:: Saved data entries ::
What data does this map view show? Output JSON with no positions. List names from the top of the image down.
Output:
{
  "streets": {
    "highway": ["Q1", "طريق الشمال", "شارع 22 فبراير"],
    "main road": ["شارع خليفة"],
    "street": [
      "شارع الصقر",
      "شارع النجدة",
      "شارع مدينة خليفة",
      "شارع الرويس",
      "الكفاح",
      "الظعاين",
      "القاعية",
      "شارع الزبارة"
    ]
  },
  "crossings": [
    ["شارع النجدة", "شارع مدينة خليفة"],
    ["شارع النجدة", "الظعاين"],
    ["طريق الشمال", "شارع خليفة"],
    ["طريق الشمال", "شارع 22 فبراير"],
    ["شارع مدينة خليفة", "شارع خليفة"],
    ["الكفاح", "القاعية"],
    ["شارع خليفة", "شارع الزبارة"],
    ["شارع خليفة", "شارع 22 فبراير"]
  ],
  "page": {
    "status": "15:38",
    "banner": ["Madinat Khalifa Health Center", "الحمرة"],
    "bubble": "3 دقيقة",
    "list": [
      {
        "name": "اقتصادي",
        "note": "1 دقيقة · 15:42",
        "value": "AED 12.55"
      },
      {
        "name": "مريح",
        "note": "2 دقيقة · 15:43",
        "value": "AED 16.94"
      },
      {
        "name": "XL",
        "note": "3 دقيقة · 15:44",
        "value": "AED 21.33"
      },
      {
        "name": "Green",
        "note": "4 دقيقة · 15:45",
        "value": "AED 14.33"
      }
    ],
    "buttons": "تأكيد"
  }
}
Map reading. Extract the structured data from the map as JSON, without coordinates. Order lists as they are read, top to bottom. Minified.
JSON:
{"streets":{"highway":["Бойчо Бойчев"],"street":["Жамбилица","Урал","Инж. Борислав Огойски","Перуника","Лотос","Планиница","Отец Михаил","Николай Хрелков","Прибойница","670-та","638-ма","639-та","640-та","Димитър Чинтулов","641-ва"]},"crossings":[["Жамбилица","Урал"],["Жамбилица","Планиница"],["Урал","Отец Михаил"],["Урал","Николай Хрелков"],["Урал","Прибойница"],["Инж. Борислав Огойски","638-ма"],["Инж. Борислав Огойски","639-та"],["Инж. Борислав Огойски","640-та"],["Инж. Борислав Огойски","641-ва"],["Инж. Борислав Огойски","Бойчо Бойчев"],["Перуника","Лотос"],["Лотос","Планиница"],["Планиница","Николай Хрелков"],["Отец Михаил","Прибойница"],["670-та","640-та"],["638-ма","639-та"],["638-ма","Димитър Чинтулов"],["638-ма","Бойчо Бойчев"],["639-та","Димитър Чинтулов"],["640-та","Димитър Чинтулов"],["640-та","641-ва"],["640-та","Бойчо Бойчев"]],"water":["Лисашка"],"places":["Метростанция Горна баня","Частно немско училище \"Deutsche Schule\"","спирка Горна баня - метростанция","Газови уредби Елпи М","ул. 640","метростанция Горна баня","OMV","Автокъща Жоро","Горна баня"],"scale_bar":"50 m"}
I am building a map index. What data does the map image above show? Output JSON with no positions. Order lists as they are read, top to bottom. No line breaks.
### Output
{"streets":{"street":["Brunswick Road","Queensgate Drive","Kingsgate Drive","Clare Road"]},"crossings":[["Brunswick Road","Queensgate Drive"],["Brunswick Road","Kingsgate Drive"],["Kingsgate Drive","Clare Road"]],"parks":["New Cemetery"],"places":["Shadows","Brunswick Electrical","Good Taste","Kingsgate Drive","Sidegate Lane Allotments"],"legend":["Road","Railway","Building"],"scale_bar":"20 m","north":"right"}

:: Requirement ::
Give back all the data exactly as it was written.

:: Result of the task ::
What data does this map view show? Output JSON with no positions. List names from the top of the image down.
Output:
{
  "streets": {
    "highway": ["Q1", "طريق الشمال", "شارع 22 فبراير"],
    "main road": ["شارع خليفة"],
    "street": [
      "شارع الصقر",
      "شارع النجدة",
      "شارع مدينة خليفة",
      "شارع الرويس",
      "الكفاح",
      "الظعاين",
      "القاعية",
      "شارع الزبارة"
    ]
  },
  "crossings": [
    ["شارع النجدة", "شارع مدينة خليفة"],
    ["شارع النجدة", "الظعاين"],
    ["طريق الشمال", "شارع خليفة"],
    ["طريق الشمال", "شارع 22 فبراير"],
    ["شارع مدينة خليفة", "شارع خليفة"],
    ["الكفاح", "القاعية"],
    ["شارع خليفة", "شارع الزبارة"],
    ["شارع خليفة", "شارع 22 فبراير"]
  ],
  "page": {
    "status": "15:38",
    "banner": ["Madinat Khalifa Health Center", "الحمرة"],
    "bubble": "3 دقيقة",
    "list": [
      {
        "name": "اقتصادي",
        "note": "1 دقيقة · 15:42",
        "value": "AED 12.55"
      },
      {
        "name": "مريح",
        "note": "2 دقيقة · 15:43",
        "value": "AED 16.94"
      },
      {
        "name": "XL",
        "note": "3 دقيقة · 15:44",
        "value": "AED 21.33"
      },
      {
        "name": "Green",
        "note": "4 دقيقة · 15:45",
        "value": "AED 14.33"
      }
    ],
    "buttons": "تأكيد"
  }
}
Map reading. Extract the structured data from the map as JSON, without coordinates. Order lists as they are read, top to bottom. Minified.
JSON:
{"streets":{"highway":["Бойчо Бойчев"],"street":["Жамбилица","Урал","Инж. Борислав Огойски","Перуника","Лотос","Планиница","Отец Михаил","Николай Хрелков","Прибойница","670-та","638-ма","639-та","640-та","Димитър Чинтулов","641-ва"]},"crossings":[["Жамбилица","Урал"],["Жамбилица","Планиница"],["Урал","Отец Михаил"],["Урал","Николай Хрелков"],["Урал","Прибойница"],["Инж. Борислав Огойски","638-ма"],["Инж. Борислав Огойски","639-та"],["Инж. Борислав Огойски","640-та"],["Инж. Борислав Огойски","641-ва"],["Инж. Борислав Огойски","Бойчо Бойчев"],["Перуника","Лотос"],["Лотос","Планиница"],["Планиница","Николай Хрелков"],["Отец Михаил","Прибойница"],["670-та","640-та"],["638-ма","639-та"],["638-ма","Димитър Чинтулов"],["638-ма","Бойчо Бойчев"],["639-та","Димитър Чинтулов"],["640-та","Димитър Чинтулов"],["640-та","641-ва"],["640-та","Бойчо Бойчев"]],"water":["Лисашка"],"places":["Метростанция Горна баня","Частно немско училище \"Deutsche Schule\"","спирка Горна баня - метростанция","Газови уредби Елпи М","ул. 640","метростанция Горна баня","OMV","Автокъща Жоро","Горна баня"],"scale_bar":"50 m"}
I am building a map index. What data does the map image above show? Output JSON with no positions. Order lists as they are read, top to bottom. No line breaks.
### Output
{"streets":{"street":["Brunswick Road","Queensgate Drive","Kingsgate Drive","Clare Road"]},"crossings":[["Brunswick Road","Queensgate Drive"],["Brunswick Road","Kingsgate Drive"],["Kingsgate Drive","Clare Road"]],"parks":["New Cemetery"],"places":["Shadows","Brunswick Electrical","Good Taste","Kingsgate Drive","Sidegate Lane Allotments"],"legend":["Road","Railway","Building"],"scale_bar":"20 m","north":"right"}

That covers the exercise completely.